Start of ENTRIES PROVIDED

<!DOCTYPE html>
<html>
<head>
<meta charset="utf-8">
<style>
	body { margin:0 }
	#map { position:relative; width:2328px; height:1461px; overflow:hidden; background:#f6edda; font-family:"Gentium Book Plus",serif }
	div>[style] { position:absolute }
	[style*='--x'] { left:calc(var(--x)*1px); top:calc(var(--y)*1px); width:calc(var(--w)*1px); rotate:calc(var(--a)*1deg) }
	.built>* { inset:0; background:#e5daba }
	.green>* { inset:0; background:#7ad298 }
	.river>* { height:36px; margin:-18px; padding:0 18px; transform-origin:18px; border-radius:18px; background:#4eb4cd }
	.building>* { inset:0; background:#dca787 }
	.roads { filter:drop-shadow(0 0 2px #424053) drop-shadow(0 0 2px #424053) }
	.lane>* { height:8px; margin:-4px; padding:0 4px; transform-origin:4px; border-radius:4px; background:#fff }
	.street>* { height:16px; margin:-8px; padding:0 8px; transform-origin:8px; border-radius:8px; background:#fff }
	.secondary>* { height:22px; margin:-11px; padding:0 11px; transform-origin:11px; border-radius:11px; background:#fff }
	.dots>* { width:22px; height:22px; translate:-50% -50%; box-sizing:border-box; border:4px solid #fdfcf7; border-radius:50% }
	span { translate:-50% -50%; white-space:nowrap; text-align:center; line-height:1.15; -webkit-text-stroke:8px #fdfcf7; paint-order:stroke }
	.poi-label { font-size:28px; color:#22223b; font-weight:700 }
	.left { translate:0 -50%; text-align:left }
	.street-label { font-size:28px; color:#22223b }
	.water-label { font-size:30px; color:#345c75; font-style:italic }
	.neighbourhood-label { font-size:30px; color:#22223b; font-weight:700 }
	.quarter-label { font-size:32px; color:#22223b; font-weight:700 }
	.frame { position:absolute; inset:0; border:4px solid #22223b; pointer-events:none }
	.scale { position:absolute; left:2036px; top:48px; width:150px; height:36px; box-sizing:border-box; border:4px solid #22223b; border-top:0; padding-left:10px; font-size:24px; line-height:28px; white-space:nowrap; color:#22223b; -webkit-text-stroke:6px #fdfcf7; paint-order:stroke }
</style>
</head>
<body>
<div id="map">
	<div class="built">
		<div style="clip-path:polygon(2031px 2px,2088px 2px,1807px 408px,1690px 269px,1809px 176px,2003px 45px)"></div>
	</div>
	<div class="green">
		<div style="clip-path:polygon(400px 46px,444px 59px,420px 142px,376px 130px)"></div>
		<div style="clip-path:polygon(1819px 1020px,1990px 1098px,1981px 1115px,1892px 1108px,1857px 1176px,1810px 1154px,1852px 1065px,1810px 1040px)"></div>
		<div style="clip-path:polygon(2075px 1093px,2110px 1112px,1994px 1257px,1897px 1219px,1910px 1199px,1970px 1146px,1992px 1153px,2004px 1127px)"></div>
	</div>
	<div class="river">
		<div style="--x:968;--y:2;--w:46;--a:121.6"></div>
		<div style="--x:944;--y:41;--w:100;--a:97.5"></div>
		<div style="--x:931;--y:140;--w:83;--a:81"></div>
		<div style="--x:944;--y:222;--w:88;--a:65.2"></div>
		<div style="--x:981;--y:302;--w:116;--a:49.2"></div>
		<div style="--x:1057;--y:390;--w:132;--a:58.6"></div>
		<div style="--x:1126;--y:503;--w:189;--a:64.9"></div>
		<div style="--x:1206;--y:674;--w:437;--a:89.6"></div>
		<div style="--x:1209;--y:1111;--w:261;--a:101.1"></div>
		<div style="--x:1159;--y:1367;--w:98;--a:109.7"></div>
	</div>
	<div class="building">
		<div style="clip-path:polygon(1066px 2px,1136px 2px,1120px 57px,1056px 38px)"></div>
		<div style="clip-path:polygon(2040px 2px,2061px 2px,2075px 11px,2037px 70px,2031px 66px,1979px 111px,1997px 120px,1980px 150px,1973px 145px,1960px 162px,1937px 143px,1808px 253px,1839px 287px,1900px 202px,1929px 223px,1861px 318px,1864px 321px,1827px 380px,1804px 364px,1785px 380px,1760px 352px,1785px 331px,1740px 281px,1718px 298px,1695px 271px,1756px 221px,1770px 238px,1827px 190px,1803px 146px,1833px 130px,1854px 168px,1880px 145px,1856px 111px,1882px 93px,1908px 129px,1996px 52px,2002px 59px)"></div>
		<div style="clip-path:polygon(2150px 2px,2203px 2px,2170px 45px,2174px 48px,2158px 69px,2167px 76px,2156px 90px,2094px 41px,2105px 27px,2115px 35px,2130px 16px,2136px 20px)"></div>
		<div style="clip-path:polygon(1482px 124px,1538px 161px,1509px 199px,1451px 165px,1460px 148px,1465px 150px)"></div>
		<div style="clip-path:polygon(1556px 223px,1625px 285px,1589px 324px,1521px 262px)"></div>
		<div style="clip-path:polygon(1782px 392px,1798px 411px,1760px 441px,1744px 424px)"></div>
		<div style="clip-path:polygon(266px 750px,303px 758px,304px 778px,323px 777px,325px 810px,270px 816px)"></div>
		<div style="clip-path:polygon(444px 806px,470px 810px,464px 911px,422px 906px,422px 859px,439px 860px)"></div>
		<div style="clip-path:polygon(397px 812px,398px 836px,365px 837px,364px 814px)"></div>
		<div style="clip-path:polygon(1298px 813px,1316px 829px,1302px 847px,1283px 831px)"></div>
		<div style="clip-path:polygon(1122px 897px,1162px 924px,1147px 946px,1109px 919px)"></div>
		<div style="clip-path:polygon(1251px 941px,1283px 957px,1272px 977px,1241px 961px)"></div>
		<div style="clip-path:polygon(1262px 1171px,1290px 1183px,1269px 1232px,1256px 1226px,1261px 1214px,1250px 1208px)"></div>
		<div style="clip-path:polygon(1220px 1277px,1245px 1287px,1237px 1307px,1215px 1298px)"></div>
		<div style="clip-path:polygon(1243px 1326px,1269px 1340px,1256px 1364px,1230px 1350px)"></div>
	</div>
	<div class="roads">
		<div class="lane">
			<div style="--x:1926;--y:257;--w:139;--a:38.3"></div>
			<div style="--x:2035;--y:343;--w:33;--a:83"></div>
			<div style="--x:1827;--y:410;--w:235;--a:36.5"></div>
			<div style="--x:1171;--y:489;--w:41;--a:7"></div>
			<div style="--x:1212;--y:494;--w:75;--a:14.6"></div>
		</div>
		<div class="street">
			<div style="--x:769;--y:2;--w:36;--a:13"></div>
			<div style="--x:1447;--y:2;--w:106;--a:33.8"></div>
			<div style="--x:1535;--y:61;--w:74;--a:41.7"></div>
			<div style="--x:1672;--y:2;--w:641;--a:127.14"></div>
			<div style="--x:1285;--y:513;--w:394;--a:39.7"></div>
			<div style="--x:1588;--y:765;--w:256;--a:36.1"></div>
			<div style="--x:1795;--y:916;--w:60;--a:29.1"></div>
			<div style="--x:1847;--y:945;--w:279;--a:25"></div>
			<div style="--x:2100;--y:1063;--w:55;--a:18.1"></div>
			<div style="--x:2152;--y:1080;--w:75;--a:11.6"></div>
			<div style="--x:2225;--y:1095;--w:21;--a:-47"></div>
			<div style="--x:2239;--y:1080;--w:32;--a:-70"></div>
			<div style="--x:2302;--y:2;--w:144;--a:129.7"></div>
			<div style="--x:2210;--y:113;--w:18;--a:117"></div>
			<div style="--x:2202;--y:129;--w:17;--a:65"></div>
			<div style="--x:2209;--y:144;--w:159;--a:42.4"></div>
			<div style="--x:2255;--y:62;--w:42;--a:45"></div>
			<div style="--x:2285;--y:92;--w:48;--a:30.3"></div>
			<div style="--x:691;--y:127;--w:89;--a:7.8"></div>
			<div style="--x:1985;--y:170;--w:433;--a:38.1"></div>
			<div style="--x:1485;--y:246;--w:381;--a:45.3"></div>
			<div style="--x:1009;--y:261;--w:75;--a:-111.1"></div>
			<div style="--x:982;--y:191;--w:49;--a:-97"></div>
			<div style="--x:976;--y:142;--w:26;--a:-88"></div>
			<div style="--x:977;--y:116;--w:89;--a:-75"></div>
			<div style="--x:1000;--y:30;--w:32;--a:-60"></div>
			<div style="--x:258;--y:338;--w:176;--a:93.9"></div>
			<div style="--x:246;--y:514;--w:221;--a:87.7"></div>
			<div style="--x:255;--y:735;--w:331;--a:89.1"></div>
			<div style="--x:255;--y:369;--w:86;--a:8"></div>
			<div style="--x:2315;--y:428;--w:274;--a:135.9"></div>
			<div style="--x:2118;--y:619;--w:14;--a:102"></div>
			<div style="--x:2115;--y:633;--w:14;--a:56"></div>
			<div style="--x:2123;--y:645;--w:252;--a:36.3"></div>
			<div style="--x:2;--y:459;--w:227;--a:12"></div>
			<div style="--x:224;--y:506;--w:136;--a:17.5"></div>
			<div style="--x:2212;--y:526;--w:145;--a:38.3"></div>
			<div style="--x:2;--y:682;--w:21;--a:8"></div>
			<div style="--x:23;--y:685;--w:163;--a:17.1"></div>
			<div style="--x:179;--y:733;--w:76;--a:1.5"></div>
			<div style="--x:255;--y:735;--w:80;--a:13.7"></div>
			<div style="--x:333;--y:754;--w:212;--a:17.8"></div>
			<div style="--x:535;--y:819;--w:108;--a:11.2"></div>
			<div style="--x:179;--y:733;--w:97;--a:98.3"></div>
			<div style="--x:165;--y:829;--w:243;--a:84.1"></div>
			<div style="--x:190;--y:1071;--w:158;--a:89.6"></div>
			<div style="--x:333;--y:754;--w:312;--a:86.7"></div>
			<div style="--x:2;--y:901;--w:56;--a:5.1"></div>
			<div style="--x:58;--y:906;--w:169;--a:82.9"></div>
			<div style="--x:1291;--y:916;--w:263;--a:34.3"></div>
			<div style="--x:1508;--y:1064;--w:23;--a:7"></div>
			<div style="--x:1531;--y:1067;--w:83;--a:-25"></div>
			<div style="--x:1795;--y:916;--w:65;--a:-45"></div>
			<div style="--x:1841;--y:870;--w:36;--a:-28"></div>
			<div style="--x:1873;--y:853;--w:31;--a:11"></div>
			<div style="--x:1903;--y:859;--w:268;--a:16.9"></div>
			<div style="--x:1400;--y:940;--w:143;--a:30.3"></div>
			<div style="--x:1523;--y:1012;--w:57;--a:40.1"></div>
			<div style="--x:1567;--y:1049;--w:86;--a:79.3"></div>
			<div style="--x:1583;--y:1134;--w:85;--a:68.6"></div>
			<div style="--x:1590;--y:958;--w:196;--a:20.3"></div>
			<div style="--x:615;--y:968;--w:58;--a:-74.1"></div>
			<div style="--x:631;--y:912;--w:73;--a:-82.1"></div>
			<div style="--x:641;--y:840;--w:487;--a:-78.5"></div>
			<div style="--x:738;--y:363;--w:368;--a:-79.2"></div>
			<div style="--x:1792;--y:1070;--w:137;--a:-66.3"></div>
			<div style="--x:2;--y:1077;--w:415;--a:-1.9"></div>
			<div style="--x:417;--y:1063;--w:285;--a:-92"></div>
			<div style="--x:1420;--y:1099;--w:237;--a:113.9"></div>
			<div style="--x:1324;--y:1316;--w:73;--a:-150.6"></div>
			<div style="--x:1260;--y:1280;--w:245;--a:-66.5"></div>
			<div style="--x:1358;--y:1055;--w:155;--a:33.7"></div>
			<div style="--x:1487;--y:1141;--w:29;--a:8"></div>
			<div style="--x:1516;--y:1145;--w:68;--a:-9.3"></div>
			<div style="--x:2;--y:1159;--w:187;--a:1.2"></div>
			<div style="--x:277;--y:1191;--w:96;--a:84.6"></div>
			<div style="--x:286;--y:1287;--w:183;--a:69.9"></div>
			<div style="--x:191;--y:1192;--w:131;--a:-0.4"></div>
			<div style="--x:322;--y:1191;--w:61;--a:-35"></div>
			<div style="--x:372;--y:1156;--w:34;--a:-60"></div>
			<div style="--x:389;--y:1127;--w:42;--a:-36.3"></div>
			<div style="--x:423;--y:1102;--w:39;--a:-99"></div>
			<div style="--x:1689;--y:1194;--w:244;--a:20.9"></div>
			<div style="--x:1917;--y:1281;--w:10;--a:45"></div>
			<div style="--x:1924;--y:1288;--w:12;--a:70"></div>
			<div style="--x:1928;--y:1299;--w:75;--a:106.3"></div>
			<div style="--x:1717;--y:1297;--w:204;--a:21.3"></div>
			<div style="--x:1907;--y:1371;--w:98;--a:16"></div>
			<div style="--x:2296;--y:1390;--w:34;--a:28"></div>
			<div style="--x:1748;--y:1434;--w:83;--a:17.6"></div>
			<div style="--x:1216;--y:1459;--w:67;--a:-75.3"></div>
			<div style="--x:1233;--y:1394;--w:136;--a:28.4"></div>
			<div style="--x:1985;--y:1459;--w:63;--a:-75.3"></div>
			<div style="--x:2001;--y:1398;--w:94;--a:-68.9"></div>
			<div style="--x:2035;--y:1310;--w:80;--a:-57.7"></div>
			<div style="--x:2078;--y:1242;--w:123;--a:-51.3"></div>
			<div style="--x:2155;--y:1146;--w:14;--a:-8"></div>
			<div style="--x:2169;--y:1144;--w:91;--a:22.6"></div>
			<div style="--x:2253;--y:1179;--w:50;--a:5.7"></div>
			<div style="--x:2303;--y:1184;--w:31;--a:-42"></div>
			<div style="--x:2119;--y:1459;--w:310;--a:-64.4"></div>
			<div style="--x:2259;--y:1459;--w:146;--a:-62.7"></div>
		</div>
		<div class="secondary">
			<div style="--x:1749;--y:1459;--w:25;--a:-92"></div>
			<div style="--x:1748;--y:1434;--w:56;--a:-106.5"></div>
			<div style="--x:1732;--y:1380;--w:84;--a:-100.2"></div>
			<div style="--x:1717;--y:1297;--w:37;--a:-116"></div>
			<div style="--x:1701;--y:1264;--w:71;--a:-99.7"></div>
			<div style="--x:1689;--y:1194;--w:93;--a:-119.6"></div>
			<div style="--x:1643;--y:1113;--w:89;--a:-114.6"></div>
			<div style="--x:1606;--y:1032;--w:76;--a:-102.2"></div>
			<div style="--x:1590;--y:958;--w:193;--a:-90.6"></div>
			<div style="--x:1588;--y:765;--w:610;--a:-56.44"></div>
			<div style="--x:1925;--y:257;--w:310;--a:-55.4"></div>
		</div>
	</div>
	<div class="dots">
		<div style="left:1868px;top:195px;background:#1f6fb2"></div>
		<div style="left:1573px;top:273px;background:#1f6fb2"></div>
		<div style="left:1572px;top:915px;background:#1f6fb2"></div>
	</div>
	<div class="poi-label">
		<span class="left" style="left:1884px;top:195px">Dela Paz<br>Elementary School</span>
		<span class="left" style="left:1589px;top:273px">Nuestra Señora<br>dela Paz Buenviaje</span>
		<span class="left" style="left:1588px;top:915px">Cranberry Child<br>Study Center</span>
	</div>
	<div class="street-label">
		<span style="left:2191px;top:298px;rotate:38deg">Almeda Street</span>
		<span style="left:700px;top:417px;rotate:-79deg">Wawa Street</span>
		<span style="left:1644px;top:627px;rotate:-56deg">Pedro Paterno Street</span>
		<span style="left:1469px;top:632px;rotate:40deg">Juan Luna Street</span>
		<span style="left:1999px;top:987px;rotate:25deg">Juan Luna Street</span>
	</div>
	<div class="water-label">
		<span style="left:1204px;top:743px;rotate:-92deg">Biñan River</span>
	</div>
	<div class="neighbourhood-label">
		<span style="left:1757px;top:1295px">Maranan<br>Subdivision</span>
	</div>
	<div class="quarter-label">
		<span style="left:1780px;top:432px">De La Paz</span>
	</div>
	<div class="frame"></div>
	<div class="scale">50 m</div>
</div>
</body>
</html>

End of ENTRIES PROVIDED

> **WORK INSTRUCTIONS**
What is needed is a copy of every line above in which "lane" appears.

> **EXERCISE SOLUTION**
	.lane>* { height:8px; margin:-4px; padding:0 4px; transform-origin:4px; border-radius:4px; background:#fff }
		<div class="lane">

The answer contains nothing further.